* _Required work_:
Locate "const sky = ctx.createLinearGradient(0, 0, 0, 357);" in the listing below, then output the line holding it and every line after it, exactly and with nothing else.

* _Data listing_:

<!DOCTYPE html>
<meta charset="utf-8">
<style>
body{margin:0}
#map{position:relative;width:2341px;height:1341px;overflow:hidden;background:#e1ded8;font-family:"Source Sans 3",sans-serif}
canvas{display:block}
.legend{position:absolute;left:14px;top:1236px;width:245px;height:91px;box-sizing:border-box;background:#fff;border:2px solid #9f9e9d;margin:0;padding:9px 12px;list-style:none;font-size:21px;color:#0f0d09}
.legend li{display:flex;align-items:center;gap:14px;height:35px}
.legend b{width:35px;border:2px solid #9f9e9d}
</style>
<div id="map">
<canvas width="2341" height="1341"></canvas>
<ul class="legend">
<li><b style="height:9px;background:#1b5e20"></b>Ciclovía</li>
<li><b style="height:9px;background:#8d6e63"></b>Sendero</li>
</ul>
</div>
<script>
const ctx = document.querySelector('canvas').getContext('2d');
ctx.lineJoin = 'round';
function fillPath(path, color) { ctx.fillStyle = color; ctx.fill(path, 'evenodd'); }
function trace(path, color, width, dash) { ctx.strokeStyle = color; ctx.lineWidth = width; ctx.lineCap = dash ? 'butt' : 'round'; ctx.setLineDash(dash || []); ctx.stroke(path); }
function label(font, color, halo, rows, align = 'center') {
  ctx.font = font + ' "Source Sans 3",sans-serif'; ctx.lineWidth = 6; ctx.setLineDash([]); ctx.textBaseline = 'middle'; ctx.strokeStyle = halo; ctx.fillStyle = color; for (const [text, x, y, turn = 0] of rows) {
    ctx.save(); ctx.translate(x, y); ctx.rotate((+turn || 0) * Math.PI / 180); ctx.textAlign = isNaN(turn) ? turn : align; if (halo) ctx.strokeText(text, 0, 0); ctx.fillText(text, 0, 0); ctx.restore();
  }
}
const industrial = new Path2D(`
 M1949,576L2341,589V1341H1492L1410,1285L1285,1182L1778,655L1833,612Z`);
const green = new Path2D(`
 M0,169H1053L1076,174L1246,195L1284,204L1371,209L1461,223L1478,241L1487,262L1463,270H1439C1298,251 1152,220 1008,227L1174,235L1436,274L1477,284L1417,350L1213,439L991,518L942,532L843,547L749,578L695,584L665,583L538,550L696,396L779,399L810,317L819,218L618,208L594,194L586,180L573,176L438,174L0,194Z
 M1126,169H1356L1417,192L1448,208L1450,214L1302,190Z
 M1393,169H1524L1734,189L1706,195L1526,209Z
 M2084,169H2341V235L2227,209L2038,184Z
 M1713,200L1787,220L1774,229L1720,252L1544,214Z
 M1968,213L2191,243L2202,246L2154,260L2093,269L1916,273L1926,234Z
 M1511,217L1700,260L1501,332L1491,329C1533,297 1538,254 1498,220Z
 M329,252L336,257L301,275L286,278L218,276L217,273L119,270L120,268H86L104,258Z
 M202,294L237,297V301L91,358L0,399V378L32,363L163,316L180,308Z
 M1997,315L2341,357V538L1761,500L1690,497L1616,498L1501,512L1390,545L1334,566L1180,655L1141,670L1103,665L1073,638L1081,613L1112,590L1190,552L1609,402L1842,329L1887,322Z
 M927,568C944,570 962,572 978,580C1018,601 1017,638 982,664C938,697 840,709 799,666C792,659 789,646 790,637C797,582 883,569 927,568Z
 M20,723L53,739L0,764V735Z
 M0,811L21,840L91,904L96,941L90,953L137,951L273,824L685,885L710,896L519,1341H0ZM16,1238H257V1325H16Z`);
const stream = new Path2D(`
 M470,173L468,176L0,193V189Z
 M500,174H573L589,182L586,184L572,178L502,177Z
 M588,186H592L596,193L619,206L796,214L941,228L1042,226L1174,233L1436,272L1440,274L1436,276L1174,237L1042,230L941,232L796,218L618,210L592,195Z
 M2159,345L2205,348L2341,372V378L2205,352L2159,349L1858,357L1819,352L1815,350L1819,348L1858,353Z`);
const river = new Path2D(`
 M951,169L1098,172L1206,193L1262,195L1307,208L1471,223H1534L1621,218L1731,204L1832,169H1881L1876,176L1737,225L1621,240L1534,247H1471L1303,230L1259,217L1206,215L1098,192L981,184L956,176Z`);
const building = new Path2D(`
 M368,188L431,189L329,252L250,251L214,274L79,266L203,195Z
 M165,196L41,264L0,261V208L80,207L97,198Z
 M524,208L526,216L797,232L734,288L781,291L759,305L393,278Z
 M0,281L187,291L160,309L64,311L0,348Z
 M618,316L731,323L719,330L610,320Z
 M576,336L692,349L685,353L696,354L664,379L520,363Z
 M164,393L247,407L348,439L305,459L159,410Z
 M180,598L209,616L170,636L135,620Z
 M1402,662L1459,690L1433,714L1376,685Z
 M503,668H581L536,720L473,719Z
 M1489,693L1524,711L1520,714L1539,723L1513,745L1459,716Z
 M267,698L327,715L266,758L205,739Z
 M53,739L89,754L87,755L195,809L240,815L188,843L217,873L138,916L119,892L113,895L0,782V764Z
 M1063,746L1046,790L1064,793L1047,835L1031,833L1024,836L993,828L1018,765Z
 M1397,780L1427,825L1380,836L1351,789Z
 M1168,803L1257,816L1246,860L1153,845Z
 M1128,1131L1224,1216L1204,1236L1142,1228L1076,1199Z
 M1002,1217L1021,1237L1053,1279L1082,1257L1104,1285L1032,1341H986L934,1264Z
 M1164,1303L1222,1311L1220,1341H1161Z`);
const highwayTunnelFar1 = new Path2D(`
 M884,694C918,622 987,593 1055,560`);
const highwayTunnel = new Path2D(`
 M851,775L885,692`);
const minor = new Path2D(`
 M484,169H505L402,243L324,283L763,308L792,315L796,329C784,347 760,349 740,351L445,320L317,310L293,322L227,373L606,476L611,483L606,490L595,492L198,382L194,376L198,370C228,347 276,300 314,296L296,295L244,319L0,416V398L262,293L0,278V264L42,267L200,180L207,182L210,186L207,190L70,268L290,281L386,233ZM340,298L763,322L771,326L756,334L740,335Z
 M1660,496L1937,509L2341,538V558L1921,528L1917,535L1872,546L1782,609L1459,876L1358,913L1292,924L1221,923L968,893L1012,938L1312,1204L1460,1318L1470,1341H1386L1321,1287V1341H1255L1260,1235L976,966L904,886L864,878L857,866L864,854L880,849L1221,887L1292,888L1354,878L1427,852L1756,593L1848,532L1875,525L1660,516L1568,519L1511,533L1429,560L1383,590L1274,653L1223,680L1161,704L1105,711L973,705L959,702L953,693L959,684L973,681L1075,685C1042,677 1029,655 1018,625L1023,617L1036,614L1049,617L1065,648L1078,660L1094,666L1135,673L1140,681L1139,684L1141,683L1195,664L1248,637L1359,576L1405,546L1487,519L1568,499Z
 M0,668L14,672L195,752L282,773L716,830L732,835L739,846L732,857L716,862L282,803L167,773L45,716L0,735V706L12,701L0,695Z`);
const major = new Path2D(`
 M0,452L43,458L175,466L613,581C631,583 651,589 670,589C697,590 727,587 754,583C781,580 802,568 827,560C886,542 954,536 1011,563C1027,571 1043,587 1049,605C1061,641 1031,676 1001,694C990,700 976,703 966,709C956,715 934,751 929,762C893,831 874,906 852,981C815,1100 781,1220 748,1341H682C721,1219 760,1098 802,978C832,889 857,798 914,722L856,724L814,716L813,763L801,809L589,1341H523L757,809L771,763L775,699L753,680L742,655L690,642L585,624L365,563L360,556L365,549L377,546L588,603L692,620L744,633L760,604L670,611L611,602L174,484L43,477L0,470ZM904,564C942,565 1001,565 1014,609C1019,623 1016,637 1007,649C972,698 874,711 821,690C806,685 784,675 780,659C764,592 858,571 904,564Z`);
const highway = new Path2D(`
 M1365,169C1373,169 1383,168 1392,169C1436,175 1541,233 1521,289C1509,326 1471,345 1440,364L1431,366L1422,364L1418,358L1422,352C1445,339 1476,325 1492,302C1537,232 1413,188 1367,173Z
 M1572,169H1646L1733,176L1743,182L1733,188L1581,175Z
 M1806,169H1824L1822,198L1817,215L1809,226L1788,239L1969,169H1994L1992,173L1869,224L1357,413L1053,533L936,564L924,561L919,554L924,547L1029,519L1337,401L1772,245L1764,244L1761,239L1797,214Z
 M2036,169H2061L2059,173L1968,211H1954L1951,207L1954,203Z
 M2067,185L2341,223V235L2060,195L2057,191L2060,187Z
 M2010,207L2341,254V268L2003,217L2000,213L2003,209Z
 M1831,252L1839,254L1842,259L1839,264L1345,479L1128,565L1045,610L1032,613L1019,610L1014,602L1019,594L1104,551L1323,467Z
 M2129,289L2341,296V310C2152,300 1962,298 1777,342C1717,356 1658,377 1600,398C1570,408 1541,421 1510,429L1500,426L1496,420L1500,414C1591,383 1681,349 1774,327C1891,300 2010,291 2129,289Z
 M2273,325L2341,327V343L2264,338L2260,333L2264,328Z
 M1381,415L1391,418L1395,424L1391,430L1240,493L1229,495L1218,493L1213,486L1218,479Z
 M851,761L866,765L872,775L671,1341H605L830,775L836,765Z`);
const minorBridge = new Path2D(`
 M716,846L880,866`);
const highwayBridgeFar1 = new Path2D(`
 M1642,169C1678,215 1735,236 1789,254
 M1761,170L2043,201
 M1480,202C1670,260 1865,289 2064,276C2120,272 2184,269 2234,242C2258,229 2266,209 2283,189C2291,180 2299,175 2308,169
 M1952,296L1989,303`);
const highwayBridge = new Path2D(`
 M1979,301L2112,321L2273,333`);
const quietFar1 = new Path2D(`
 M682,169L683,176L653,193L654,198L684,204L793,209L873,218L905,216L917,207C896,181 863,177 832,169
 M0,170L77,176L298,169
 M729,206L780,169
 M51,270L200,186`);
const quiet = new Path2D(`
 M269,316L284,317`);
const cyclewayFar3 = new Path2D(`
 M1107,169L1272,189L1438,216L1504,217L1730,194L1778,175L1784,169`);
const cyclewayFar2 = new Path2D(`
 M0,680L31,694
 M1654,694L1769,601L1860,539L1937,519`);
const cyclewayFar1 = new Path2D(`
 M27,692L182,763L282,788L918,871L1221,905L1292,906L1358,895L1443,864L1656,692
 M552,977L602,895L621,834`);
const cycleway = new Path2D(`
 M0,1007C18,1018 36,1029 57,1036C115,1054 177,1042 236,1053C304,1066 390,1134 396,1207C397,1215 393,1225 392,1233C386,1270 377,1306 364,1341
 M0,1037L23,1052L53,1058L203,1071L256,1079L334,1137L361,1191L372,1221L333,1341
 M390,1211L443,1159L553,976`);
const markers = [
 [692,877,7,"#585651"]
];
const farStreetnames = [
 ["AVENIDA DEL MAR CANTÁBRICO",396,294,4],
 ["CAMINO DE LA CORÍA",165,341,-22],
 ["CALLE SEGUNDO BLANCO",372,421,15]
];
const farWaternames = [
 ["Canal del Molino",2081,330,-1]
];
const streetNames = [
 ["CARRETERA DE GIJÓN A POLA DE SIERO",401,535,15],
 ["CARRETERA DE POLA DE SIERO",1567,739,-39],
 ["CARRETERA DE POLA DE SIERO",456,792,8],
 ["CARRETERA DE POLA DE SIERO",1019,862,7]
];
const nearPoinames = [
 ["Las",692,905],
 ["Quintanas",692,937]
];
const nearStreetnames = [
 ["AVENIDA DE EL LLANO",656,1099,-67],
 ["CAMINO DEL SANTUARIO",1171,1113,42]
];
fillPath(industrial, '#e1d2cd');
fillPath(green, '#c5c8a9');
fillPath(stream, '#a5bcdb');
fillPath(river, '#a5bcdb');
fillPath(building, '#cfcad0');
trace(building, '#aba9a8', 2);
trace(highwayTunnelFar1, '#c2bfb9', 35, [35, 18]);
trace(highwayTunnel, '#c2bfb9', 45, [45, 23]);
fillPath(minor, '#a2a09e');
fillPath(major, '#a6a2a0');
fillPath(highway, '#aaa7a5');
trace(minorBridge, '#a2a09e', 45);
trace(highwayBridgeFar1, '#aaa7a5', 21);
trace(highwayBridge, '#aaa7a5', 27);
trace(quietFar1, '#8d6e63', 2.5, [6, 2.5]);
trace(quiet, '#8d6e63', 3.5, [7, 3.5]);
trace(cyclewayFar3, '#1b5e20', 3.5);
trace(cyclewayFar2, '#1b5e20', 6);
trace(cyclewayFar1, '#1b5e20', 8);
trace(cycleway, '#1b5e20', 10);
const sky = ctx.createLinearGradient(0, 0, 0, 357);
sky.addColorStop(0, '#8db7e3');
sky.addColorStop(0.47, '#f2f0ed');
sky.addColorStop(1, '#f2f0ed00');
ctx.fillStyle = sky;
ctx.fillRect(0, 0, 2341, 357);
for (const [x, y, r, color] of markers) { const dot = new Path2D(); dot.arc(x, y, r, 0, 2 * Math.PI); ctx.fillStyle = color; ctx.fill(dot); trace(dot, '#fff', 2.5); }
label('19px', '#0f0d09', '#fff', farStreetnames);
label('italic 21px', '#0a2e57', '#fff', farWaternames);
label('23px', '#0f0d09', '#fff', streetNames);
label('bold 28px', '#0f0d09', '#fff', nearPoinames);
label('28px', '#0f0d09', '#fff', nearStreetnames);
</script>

* _Response for this exercise_:
const sky = ctx.createLinearGradient(0, 0, 0, 357);
sky.addColorStop(0, '#8db7e3');
sky.addColorStop(0.47, '#f2f0ed');
sky.addColorStop(1, '#f2f0ed00');
ctx.fillStyle = sky;
ctx.fillRect(0, 0, 2341, 357);
for (const [x, y, r, color] of markers) { const dot = new Path2D(); dot.arc(x, y, r, 0, 2 * Math.PI); ctx.fillStyle = color; ctx.fill(dot); trace(dot, '#fff', 2.5); }
label('19px', '#0f0d09', '#fff', farStreetnames);
label('italic 21px', '#0a2e57', '#fff', farWaternames);
label('23px', '#0f0d09', '#fff', streetNames);
label('bold 28px', '#0f0d09', '#fff', nearPoinames);
label('28px', '#0f0d09', '#fff', nearStreetnames);
</script>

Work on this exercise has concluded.